■ **PROBLEM TO WORK ON**: Among the entries below, find the lines with "Desnivel" and copy them.

■ **INPUT MATERIAL**:
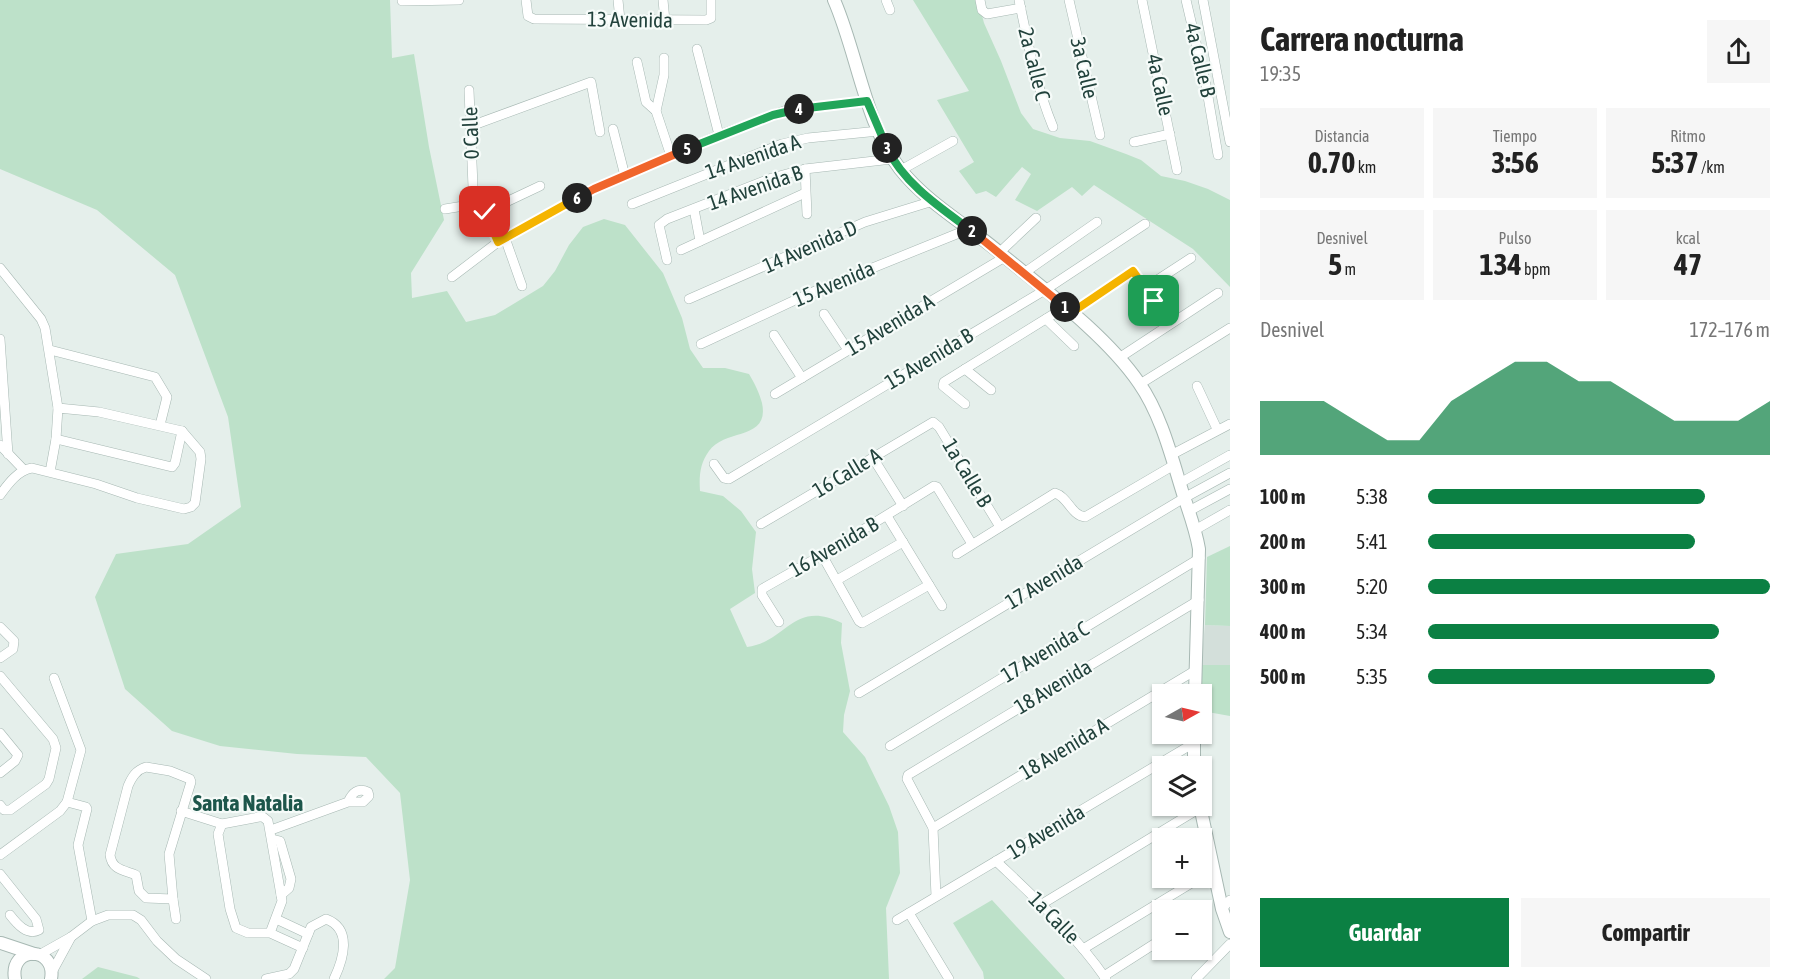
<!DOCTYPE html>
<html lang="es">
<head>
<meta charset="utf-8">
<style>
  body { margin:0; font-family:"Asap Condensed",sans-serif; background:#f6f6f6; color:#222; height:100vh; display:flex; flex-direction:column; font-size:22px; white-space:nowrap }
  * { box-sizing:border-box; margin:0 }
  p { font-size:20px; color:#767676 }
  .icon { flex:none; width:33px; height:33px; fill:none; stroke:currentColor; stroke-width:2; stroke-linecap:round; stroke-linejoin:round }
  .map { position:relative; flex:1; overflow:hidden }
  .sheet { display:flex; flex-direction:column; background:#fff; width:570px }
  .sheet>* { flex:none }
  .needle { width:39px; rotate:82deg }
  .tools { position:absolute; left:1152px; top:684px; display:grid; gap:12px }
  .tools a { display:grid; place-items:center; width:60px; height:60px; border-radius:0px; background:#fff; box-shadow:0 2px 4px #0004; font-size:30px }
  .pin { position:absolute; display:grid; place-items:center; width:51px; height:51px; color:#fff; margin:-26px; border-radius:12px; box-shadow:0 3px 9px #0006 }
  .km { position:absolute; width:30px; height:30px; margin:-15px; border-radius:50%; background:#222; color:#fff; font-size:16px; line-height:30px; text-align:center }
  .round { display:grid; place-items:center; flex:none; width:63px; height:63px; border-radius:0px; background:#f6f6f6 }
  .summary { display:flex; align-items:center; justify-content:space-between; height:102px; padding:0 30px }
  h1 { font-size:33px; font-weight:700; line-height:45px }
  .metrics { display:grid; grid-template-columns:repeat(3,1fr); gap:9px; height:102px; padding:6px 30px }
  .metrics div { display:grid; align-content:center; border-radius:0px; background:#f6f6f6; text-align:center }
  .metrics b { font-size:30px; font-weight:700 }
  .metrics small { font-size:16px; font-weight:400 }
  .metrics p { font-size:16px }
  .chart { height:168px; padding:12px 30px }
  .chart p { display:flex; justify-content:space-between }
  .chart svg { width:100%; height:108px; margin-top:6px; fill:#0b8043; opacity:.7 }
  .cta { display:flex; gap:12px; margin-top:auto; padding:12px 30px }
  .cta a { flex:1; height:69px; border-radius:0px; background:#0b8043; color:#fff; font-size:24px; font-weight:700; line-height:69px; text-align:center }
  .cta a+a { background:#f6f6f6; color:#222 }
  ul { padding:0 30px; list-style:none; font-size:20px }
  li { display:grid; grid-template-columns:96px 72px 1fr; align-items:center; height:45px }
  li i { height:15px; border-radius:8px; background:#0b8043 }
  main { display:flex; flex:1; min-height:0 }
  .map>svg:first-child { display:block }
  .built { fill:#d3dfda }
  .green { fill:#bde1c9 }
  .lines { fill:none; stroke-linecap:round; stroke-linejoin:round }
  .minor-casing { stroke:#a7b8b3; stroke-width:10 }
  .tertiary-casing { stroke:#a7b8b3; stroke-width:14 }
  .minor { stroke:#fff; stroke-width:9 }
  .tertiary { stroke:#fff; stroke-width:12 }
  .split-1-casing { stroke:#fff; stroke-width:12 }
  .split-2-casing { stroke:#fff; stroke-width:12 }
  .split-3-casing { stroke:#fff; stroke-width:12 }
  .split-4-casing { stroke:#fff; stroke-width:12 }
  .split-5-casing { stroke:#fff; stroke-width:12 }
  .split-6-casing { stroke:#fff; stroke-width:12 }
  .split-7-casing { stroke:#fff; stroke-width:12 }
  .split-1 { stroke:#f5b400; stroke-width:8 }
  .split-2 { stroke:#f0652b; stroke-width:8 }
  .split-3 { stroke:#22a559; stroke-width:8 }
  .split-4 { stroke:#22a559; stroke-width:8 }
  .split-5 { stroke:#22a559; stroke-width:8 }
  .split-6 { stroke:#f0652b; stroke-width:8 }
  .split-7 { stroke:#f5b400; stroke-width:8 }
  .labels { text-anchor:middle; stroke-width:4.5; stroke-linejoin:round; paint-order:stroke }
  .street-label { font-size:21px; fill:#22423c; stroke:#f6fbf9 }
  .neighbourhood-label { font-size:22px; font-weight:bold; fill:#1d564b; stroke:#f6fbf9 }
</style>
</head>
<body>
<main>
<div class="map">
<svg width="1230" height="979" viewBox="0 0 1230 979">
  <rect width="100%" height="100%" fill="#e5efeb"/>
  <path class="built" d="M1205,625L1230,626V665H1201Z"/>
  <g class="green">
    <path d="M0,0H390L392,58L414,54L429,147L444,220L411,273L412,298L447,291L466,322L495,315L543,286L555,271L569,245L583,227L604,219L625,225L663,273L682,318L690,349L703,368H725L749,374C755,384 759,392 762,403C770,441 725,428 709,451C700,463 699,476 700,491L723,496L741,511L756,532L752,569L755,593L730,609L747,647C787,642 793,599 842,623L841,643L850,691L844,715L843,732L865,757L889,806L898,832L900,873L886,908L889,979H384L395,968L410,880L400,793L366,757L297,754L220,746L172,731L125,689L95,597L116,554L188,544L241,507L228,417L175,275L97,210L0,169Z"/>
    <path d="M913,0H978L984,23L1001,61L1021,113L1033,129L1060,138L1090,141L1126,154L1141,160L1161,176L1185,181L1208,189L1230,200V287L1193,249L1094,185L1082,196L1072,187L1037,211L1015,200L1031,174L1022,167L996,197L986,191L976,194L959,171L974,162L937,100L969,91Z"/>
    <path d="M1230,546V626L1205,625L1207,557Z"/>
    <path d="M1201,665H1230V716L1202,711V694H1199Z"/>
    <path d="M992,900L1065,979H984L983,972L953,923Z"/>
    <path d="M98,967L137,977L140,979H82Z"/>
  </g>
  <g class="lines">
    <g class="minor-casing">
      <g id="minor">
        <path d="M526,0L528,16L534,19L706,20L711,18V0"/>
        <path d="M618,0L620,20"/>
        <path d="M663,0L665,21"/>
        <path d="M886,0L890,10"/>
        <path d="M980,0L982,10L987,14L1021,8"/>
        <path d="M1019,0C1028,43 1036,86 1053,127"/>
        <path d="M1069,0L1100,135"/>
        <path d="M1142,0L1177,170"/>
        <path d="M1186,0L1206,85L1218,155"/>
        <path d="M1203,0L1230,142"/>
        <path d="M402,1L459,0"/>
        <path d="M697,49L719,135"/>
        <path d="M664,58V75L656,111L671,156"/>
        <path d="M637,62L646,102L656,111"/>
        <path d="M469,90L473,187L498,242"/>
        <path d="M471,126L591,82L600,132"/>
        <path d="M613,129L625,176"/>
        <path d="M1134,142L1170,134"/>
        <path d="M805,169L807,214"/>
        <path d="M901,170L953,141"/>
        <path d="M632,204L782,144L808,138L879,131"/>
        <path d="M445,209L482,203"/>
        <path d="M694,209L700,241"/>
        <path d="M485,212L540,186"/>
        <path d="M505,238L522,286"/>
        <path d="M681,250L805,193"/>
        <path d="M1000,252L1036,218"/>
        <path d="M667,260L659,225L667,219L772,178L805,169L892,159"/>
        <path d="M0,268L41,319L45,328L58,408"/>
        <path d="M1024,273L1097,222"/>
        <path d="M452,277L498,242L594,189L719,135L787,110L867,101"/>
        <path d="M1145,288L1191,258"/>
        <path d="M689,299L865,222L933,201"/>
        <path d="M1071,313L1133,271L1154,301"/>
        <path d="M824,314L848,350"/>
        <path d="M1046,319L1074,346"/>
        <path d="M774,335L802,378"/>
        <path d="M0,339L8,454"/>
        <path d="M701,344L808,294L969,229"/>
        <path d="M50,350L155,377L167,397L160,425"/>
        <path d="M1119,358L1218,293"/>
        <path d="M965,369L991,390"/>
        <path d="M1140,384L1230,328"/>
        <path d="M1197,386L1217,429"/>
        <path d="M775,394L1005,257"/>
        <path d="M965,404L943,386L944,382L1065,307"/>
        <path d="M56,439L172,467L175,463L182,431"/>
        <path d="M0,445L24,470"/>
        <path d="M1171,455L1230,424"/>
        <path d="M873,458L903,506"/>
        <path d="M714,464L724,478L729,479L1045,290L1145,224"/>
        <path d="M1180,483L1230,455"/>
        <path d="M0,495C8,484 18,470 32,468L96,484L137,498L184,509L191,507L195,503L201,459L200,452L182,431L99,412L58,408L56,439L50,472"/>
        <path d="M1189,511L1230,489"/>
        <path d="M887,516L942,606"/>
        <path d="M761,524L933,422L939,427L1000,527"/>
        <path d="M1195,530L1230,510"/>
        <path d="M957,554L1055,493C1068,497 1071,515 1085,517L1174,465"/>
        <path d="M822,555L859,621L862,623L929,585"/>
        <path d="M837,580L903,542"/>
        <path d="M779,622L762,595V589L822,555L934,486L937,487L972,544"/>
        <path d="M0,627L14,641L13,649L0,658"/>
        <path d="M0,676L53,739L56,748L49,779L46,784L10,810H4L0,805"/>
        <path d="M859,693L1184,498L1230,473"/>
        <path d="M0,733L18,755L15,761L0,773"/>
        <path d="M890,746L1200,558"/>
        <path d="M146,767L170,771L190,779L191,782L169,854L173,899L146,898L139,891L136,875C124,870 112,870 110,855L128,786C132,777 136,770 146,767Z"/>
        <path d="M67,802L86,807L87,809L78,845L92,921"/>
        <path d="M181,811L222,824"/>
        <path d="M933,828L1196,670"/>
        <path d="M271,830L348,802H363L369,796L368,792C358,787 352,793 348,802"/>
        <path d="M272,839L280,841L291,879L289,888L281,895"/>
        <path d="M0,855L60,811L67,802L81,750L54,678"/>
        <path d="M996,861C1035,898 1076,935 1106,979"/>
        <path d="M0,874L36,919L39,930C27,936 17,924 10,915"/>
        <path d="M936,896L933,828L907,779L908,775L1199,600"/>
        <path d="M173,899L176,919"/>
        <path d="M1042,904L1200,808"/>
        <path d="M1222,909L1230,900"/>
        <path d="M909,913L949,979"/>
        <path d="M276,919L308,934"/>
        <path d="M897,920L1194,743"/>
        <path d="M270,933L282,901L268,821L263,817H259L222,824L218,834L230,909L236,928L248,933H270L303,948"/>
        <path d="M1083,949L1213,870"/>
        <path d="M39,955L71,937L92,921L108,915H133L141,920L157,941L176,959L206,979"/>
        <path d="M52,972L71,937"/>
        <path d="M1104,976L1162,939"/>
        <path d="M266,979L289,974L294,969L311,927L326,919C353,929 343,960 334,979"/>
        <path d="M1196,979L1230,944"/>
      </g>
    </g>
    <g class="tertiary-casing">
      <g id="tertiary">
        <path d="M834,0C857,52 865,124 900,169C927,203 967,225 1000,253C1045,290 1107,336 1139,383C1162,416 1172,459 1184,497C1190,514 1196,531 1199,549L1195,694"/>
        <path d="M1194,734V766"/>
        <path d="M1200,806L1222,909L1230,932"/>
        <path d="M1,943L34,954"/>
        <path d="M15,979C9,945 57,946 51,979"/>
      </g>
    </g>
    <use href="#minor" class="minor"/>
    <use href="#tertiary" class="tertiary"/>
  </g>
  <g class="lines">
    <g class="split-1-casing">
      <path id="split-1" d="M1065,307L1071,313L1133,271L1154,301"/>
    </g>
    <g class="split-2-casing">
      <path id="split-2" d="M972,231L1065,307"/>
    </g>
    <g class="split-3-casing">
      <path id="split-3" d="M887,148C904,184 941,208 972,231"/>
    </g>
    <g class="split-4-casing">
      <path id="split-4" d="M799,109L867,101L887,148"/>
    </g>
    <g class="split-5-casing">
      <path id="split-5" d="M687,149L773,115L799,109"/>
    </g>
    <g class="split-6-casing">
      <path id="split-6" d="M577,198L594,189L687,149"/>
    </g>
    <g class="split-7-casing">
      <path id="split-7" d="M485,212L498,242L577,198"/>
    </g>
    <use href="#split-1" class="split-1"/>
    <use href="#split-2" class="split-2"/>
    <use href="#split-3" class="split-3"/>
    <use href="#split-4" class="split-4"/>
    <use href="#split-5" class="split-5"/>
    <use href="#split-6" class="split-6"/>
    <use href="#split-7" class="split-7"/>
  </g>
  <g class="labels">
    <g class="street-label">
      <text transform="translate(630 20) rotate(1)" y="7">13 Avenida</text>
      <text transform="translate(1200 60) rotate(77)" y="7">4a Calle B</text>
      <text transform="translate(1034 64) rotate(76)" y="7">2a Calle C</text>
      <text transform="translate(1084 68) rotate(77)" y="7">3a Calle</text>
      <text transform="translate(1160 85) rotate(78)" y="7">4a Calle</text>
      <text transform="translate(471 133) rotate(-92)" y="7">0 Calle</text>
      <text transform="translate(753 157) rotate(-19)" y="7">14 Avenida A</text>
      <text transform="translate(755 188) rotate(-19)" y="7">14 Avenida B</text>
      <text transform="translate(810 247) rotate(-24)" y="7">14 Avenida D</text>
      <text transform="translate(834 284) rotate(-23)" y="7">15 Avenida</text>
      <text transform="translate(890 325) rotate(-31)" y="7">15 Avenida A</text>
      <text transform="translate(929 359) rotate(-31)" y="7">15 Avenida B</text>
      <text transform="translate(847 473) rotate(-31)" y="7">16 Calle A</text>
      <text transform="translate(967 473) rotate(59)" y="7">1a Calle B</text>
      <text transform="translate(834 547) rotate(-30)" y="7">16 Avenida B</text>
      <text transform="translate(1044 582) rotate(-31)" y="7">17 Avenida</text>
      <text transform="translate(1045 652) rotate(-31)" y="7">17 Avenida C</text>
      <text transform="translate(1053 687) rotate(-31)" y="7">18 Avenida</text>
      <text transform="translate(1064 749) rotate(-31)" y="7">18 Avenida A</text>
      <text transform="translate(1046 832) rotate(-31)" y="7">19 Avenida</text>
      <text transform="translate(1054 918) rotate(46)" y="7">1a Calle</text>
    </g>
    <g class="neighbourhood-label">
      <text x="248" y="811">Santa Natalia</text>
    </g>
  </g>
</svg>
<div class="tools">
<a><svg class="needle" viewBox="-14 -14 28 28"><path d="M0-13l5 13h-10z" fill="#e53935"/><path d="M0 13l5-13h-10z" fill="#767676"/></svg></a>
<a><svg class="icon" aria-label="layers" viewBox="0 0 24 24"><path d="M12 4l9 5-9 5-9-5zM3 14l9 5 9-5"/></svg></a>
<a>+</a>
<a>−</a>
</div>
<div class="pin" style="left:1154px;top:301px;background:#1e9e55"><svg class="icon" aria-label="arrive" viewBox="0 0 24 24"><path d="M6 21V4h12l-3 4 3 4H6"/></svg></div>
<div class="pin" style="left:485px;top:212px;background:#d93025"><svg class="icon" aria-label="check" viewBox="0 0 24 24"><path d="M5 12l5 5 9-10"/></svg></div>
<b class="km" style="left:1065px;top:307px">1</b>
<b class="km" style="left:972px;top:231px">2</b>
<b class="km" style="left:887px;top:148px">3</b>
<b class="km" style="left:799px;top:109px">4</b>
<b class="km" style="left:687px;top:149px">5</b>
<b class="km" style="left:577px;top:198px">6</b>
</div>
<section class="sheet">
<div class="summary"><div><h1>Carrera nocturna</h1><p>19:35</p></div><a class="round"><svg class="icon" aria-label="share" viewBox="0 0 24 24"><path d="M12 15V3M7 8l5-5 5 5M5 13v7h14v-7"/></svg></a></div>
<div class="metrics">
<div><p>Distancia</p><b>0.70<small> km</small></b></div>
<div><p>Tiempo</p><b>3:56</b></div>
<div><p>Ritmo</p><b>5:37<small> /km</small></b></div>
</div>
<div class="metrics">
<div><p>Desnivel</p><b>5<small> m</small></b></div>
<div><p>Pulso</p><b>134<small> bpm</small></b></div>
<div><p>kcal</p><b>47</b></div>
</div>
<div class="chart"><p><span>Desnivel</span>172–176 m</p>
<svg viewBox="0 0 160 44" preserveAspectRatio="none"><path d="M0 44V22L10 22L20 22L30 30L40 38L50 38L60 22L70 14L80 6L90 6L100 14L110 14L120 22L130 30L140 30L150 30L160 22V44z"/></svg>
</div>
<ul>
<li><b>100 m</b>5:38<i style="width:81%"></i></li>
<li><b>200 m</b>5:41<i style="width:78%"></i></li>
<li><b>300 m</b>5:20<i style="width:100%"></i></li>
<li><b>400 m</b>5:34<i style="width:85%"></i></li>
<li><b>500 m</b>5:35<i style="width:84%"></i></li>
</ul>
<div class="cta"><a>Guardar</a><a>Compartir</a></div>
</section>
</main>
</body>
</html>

■ **FINISHED TASK**:
<div><p>Desnivel</p><b>5<small> m</small></b></div>
<div class="chart"><p><span>Desnivel</span>172–176 m</p>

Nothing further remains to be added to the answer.